Saved data entries:
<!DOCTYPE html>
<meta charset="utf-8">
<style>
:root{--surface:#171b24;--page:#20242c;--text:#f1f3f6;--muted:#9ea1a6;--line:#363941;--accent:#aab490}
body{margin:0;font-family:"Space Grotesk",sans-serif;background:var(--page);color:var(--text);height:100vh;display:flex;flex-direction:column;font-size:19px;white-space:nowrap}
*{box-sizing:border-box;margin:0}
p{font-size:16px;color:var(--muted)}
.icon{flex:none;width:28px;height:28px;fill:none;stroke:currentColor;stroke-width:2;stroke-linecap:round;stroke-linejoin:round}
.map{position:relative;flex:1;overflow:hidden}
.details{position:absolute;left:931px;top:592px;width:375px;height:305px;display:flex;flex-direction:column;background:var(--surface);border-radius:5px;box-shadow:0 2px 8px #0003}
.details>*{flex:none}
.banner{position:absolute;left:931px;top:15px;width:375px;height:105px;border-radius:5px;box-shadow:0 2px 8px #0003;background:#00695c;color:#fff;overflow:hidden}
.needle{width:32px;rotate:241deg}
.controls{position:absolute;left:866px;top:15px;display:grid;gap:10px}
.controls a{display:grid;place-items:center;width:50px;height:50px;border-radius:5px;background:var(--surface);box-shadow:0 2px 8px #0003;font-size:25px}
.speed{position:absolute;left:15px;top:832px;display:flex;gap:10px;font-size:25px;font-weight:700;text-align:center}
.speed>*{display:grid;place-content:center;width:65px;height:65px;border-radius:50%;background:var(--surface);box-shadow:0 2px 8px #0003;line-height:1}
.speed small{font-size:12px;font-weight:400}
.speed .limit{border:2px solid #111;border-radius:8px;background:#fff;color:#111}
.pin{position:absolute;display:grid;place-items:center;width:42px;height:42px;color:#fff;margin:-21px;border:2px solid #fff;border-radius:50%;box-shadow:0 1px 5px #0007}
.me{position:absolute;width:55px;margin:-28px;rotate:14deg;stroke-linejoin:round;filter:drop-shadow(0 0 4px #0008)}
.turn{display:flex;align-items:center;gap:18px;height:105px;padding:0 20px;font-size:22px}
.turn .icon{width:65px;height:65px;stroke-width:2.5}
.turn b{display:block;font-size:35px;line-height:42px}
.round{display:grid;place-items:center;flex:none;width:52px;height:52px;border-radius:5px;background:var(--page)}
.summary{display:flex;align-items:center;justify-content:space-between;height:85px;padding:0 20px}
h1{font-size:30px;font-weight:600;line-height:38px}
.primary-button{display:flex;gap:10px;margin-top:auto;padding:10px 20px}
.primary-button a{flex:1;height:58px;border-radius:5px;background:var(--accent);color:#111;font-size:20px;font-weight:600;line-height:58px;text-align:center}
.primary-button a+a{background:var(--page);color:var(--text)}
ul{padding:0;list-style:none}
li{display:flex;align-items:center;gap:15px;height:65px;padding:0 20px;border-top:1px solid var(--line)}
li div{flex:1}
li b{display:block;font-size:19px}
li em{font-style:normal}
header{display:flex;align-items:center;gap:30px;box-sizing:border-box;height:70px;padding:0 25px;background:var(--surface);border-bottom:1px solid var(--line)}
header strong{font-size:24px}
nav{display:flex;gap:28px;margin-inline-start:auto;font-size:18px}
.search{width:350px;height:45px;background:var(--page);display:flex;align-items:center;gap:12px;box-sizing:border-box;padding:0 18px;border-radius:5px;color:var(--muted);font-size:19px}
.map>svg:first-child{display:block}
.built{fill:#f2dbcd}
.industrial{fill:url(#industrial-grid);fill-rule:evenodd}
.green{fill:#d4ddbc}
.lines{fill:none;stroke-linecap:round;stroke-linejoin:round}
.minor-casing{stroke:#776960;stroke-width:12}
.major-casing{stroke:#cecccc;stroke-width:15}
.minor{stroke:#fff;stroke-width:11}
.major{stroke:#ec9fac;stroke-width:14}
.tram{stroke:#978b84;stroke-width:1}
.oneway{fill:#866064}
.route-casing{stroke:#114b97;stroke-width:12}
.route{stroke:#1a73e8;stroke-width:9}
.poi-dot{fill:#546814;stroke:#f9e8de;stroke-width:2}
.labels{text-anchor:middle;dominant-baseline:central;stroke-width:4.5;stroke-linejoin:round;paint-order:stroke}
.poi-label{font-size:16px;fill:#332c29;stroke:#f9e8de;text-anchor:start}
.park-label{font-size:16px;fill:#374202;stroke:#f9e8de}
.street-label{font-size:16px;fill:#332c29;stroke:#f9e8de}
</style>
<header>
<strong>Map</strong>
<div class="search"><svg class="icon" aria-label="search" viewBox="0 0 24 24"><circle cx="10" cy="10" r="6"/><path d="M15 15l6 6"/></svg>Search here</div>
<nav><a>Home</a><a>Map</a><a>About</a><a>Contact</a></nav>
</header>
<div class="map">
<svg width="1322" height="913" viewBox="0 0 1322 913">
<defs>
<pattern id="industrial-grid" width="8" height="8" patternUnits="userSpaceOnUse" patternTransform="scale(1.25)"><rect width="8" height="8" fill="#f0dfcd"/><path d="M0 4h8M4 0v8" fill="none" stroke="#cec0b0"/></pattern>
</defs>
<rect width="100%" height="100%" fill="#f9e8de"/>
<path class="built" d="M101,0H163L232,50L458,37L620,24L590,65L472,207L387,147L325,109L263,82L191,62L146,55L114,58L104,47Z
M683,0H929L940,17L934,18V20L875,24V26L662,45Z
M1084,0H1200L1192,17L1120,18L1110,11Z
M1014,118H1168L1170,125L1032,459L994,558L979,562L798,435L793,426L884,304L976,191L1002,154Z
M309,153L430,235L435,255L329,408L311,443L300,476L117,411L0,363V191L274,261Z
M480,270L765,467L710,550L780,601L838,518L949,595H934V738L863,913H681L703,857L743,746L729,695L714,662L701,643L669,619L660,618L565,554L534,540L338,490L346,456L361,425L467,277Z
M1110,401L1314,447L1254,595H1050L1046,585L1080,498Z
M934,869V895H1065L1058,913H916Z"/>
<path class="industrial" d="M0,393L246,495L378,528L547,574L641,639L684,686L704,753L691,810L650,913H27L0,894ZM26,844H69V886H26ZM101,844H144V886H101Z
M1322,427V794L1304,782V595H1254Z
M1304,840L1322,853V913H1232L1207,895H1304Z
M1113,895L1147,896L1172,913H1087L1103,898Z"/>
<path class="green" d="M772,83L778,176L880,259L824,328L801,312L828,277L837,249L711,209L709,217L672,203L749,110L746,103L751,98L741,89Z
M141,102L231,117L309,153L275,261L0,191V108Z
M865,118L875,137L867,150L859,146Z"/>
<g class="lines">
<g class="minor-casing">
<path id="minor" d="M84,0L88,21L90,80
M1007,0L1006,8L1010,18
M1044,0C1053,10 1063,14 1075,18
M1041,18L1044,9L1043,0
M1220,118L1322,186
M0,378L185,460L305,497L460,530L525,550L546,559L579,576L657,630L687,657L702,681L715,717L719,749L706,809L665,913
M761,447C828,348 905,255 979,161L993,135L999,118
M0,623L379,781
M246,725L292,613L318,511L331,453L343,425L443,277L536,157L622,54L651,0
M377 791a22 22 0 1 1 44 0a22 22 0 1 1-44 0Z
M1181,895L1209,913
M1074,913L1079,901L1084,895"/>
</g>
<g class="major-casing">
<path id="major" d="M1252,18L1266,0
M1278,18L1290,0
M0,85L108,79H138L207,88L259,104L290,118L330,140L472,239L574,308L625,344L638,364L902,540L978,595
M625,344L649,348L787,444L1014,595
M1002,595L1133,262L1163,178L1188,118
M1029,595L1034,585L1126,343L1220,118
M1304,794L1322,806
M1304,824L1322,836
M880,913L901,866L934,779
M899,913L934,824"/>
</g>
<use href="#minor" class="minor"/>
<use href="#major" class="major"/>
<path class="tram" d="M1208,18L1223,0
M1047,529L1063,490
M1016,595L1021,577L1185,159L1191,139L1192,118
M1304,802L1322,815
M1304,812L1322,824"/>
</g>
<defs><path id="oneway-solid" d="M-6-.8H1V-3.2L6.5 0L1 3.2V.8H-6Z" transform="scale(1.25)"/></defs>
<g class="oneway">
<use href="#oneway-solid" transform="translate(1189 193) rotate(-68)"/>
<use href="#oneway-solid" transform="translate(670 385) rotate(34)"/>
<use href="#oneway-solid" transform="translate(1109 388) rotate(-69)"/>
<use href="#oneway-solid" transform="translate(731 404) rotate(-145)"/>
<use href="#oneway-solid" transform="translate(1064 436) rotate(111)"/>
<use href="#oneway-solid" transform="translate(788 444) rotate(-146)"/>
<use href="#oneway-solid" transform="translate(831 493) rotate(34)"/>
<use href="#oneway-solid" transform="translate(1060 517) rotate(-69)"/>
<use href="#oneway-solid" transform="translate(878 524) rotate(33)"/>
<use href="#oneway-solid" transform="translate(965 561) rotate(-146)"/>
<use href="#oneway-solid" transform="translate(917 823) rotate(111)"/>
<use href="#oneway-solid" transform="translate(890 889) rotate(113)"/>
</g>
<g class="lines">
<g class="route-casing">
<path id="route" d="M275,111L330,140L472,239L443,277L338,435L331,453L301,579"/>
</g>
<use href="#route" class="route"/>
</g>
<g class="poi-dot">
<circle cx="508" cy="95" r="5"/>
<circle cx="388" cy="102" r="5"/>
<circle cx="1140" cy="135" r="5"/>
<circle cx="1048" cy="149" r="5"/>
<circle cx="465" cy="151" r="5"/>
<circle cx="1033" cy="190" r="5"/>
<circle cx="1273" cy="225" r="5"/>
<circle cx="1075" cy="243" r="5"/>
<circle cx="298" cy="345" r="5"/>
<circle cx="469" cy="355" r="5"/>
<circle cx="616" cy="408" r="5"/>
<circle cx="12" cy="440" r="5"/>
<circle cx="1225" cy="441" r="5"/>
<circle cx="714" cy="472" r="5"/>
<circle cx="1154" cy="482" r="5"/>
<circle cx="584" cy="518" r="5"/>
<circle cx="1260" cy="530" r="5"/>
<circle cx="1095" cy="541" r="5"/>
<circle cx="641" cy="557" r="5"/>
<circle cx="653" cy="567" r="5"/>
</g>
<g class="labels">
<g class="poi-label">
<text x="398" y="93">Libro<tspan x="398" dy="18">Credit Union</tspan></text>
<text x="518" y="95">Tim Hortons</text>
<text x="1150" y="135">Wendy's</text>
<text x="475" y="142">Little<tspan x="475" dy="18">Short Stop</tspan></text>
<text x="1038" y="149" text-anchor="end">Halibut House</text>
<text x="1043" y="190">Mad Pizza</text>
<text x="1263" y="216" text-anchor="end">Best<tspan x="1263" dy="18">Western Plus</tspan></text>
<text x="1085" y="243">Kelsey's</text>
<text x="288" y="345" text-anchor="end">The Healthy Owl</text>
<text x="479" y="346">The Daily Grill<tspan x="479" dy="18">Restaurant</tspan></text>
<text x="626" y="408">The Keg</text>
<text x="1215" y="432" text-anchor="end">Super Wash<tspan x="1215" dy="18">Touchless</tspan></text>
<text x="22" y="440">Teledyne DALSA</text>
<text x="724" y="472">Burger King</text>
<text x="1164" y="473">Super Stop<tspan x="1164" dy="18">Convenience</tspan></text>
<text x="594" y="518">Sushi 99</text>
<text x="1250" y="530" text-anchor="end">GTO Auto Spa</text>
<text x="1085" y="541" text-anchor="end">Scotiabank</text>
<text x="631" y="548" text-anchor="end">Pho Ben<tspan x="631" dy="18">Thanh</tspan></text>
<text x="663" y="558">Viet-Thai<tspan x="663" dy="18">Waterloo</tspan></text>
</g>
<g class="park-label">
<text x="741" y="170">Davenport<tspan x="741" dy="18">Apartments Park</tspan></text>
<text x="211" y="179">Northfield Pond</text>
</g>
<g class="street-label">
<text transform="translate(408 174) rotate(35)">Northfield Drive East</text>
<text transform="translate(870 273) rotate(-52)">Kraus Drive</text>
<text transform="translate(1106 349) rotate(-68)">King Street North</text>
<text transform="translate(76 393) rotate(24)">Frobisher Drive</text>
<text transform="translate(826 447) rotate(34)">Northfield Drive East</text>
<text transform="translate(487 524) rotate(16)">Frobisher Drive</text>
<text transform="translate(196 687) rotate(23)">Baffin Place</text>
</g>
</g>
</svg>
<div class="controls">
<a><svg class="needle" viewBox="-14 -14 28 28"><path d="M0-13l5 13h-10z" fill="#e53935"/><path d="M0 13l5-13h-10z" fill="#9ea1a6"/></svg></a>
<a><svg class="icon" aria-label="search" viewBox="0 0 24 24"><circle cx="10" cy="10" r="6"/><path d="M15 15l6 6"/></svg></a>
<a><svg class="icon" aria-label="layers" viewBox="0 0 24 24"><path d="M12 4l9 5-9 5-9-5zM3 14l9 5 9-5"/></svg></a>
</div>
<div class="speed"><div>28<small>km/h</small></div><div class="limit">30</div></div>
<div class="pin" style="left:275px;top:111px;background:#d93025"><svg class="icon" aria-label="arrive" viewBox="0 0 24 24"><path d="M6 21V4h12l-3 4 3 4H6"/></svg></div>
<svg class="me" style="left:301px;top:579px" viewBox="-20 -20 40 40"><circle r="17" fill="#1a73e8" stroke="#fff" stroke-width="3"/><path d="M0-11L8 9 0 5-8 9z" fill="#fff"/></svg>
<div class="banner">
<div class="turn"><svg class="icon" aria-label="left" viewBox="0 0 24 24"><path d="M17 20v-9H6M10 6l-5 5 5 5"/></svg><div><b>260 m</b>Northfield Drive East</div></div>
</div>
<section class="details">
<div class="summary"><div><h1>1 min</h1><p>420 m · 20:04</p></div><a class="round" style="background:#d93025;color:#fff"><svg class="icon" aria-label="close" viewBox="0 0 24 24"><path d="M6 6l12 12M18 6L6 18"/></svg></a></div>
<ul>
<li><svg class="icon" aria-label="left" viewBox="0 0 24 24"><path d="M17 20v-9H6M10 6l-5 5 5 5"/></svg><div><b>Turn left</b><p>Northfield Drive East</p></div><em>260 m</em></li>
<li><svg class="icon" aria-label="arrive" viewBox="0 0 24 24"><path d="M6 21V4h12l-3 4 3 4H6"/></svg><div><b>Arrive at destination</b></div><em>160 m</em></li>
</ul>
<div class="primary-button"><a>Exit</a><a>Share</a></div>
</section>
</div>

**YOUR INSTRUCTIONS**
Find all the lines with "column" in the data and copy them.

**REPLY TO THE TASK**
body{margin:0;font-family:"Space Grotesk",sans-serif;background:var(--page);color:var(--text);height:100vh;display:flex;flex-direction:column;font-size:19px;white-space:nowrap}
.details{position:absolute;left:931px;top:592px;width:375px;height:305px;display:flex;flex-direction:column;background:var(--surface);border-radius:5px;box-shadow:0 2px 8px #0003}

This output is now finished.